1. Syntax Tree Variants
Abstract Syntax Tree (AST)
An AST is a concise representation with unnecessary nodes removed from the parse tree.
// a + a * (b - c) + (b - c) * d
AST:
+
/ \
+ *
/ \ / \
a * - d
/ \ / \
a - b c
/ \
b c
Directed Acyclic Graph (DAG)
A DAG shares common subexpressions in the AST.
// a + a * (b - c) + (b - c) * d
DAG:
+
/ \
+ *
/ \ / \
a * | d
/ \|
a - <- (b-c) represented only once
/ \
b c
The advantages of a DAG are:
- Automatic common subexpression detection: Shares identical operations to prevent redundant computation.
- Memory savings: Reuses identical nodes.
DAG Construction Algorithm
Node createNode(String op, Node left, Node right) {
// Check if a node with the same operation and children already exists
Node existing = lookup(op, left, right);
if (existing != null) {
return existing; // Reuse existing node
}
Node node = new Node(op, left, right);
insert(op, left, right, node); // Register in hash table
return node;
}
2. Three-Address Code
Three-address code is the most widely used intermediate representation format. Each instruction has at most one operator and at most three addresses (operands and result).
Forms of Three-Address Code
Basic form: x = y op z
Main instruction types:
x = y op z // Binary operation
x = op y // Unary operation
x = y // Copy
goto L // Unconditional branch
if x relop y goto L // Conditional branch
param x // Parameter passing
call p, n // Function call (p: function, n: arg count)
return y // Function return
x = y[i] // Array access (index)
x[i] = y // Array assignment
x = &y // Address of
x = *y // Dereference
*x = y // Indirect assignment
Example: Three-Address Code Translation of an Expression
// Original code
a = b * -c + b * -c
// Three-address code (AST based)
t1 = minus c
t2 = b * t1
t3 = minus c
t4 = b * t3
t5 = t2 + t4
a = t5
// Three-address code (DAG based - optimized)
t1 = minus c
t2 = b * t1
t5 = t2 + t2
a = t5
3. Implementation of Three-Address Code
Quadruples
Composed of 4 fields: (op, arg1, arg2, result)
No. | op | arg1 | arg2 | result
----+-------+------+------+-------
0 | minus | c | | t1
1 | * | b | t1 | t2
2 | minus | c | | t3
3 | * | b | t3 | t4
4 | + | t2 | t4 | t5
5 | = | t5 | | a
Triples
Removes the result field and references results by instruction number.
No. | op | arg1 | arg2
----+-------+------+------
0 | minus | c |
1 | * | b | (0)
2 | minus | c |
3 | * | b | (2)
4 | + | (1) | (3)
5 | = | a | (4)
Triples save memory but require updating references when instructions are moved.
Indirect Triples
Maintains a separate pointer list to triples, making instruction reordering easier.

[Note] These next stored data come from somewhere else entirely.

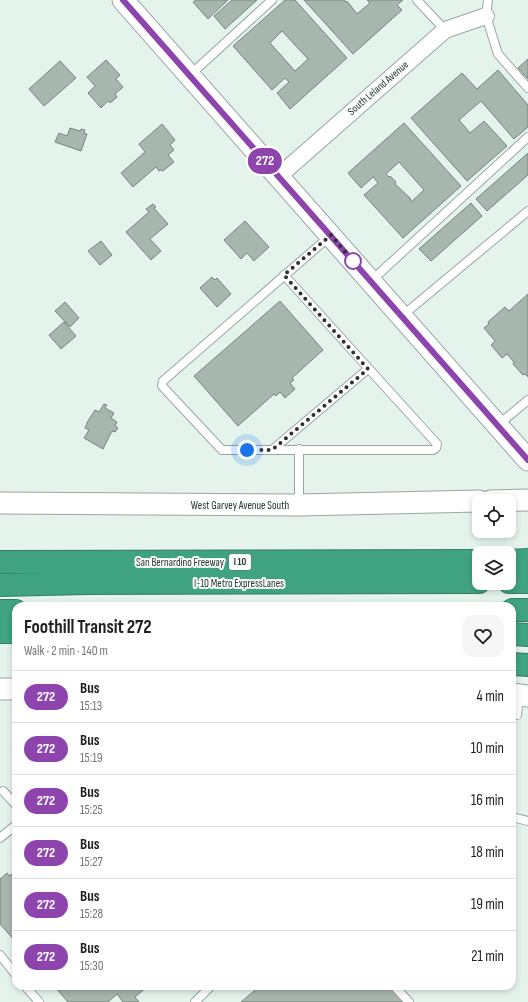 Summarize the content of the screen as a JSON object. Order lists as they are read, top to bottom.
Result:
{
  "streets": {
    "highway": ["San Bernardino Freeway", "I 10", "I-10 Metro ExpressLanes"],
    "street": ["South Leland Avenue", "West Garvey Avenue South"]
  },
  "lines": ["bus line 272"],
  "page": {
    "on_map": "272",
    "heading": ["Foothill Transit 272", "Walk · 2 min · 140 m"],
    "list": [
      {
        "mark": "272",
        "name": "Bus",
        "note": "15:13",
        "value": "4 min"
      },
      {
        "mark": "272",
        "name": "Bus",
        "note": "15:19",
        "value": "10 min"
      },
      {
        "mark": "272",
        "name": "Bus",
        "note": "15:25",
        "value": "16 min"
      },
      {
        "mark": "272",
        "name": "Bus",
        "note": "15:27",
        "value": "18 min"
      },
      {
        "mark": "272",
        "name": "Bus",
        "note": "15:28",
        "value": "19 min"
      },
      {
        "mark": "272",
        "name": "Bus",
        "note": "15:30",
        "value": "21 min"
      }
    ]
  }
} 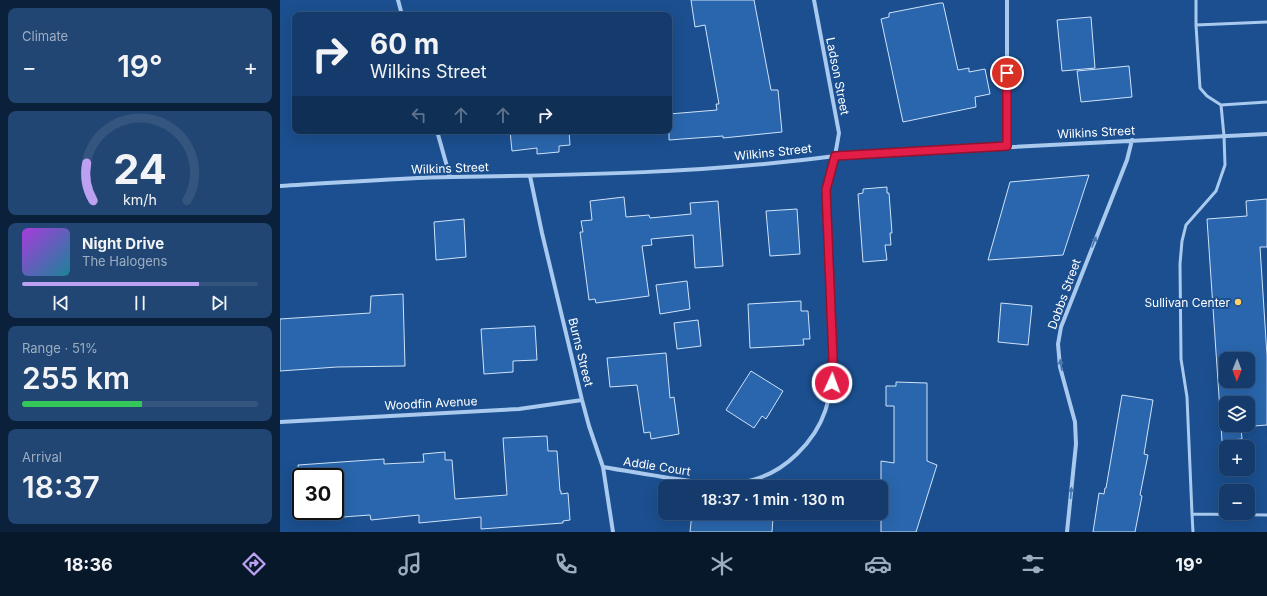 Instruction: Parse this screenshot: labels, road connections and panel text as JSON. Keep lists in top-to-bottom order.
{
  "streets": {
    "street": [
      "Ladson Street",
      "Wilkins Street",
      "Dobbs Street",
      "Burns Street",
      "Woodfin Avenue",
      "Addie Court"
    ]
  },
  "crossings": [
    ["Ladson Street", "Wilkins Street"],
    ["Ladson Street", "Addie Court"],
    ["Wilkins Street", "Dobbs Street"],
    ["Wilkins Street", "Burns Street"],
    ["Wilkins Street", "Addie Court"],
    ["Burns Street", "Woodfin Avenue"],
    ["Burns Street", "Addie Court"]
  ],
  "one_way": ["Dobbs Street"],
  "places": ["Sullivan Center"],
  "north": "bottom",
  "page": {
    "tile": [
      "Climate",
      ["Range · 51%", "255 km"],
      ["Arrival", "18:37"]
    ],
    "turn": ["60 m", "Wilkins Street"],
    "heat": ["−", "19°", "+"],
    "song": ["Night Drive", "The Halogens"],
    "map_buttons": ["+", "−"],
    "limit": "30",
    "trip": "18:37 · 1 min · 130 m",
    "tabs": ["18:36", "19°"],
    "gauge": ["24", "km/h"]
  }
} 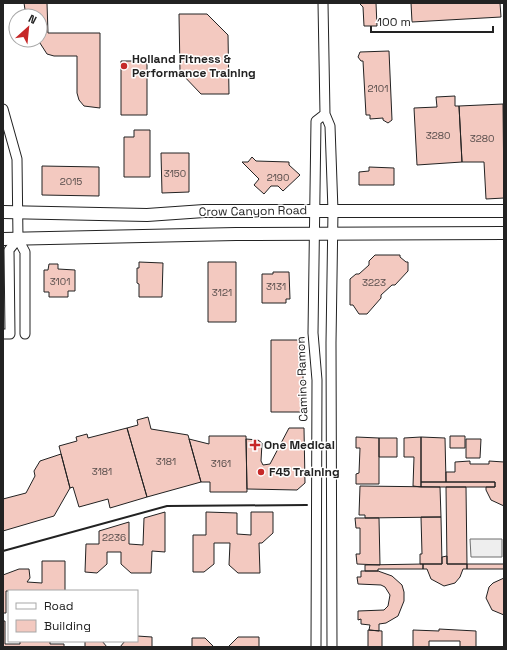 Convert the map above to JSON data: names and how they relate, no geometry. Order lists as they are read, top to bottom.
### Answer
{
  "streets": {
    "main road": ["Crow Canyon Road"],
    "street": ["Camino Ramon"]
  },
  "crossings": [
    ["Crow Canyon Road", "Camino Ramon"]
  ],
  "places": {
    "other": ["Holland Fitness & Performance Training", "F45 Training"],
    "health": ["One Medical"]
  },
  "house_numbers": [
    "2101",
    "3280",
    "3280",
    "3150",
    "2190",
    "2015",
    "3101",
    "3223",
    "3131",
    "3121",
    "3181",
    "3161",
    "3181",
    "2236"
  ],
  "legend": ["Road", "Building"],
  "scale_bar": "100 m",
  "north": "top right"
} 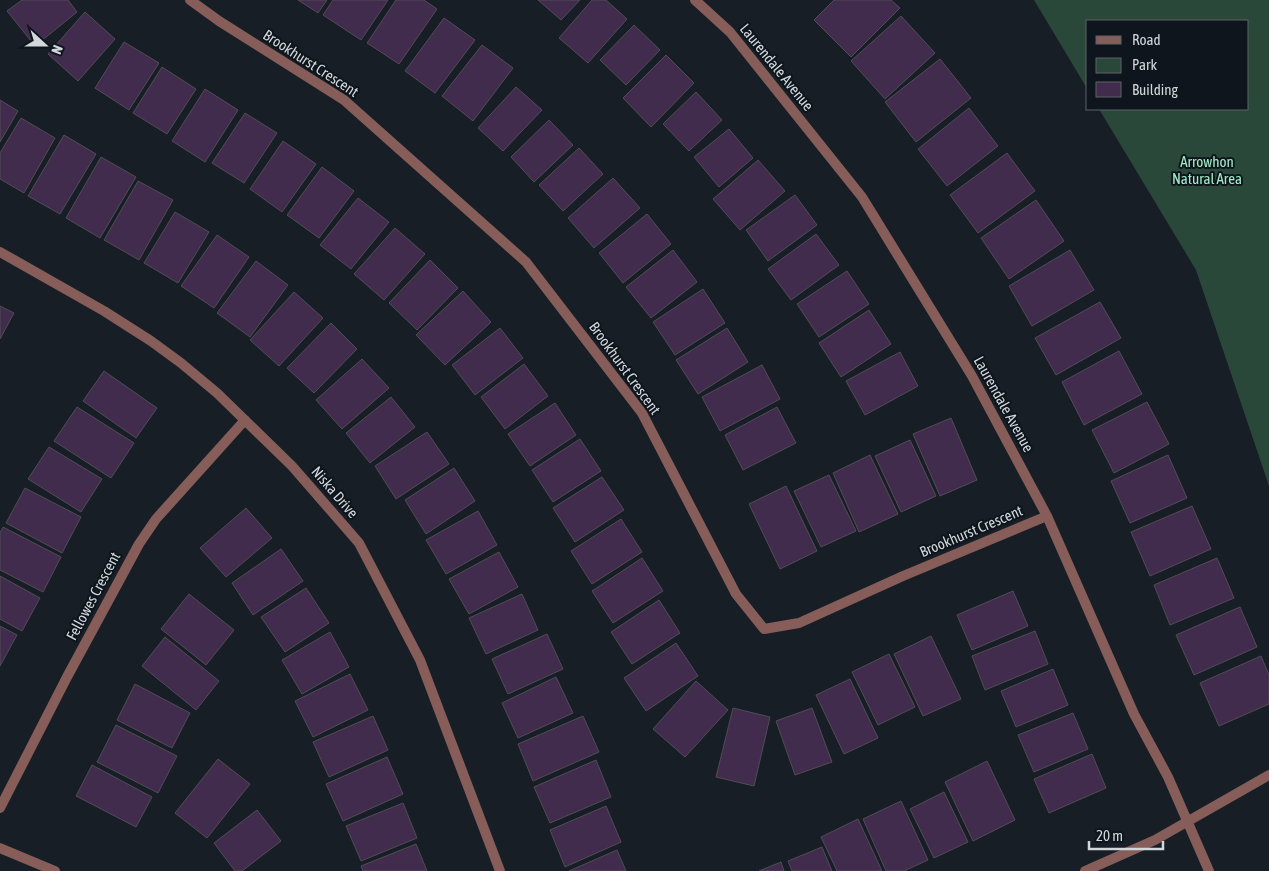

Order list: [0, 1, 2, 3, 4, 5]
Reordered: [2, 0, 3, 1, 4, 5] // Original triples unchanged
4. Static Single Assignment (SSA) Form
In SSA (Static Single Assignment) form, each variable is defined exactly once.
// Normal three-address code
p = a + b
q = p - c
p = q * d // p defined twice
e = p + q
// SSA form
p1 = a + b
q1 = p1 - c
p2 = q1 * d // New name p2
e1 = p2 + q1
Phi Functions
Phi functions are used at points where control flow merges.
// Original code
if (flag) x = 1; else x = 2;
y = x;
// SSA form
if (flag) x1 = 1; else x2 = 2;
x3 = phi(x1, x2); // Selects based on which path was taken
y1 = x3;
Advantages of SSA
- Simplifies data flow analysis: Each variable has a unique definition.
- Facilitates optimization: Constant propagation, dead code elimination, etc., become intuitive.
- Used as the core IR in modern compilers (LLVM, GCC).
5. Type Expressions
How types are represented in a type system.
Basic Types
boolean, char, integer, float, void
Type Constructors
1. Array: array(size, element_type)
int a[10] -> array(10, integer)
2. Record/Struct: record(field_list)
struct { int x; float y; }
-> record((x, integer), (y, float))
3. Pointer: pointer(type)
int *p -> pointer(integer)
4. Function: parameter_types -> return_type
int f(float, char) -> float x char -> integer
Type Equivalence
There are two equivalence criteria:
Structural Equivalence:
- Two types are equivalent if their structures are the same
- C language's basic approach
Name Equivalence:
- Equivalent only if they have the same name
- Pascal, Ada's approach
Example:
type A = array(10, integer)
type B = array(10, integer)
Structural equivalence: A == B (same structure)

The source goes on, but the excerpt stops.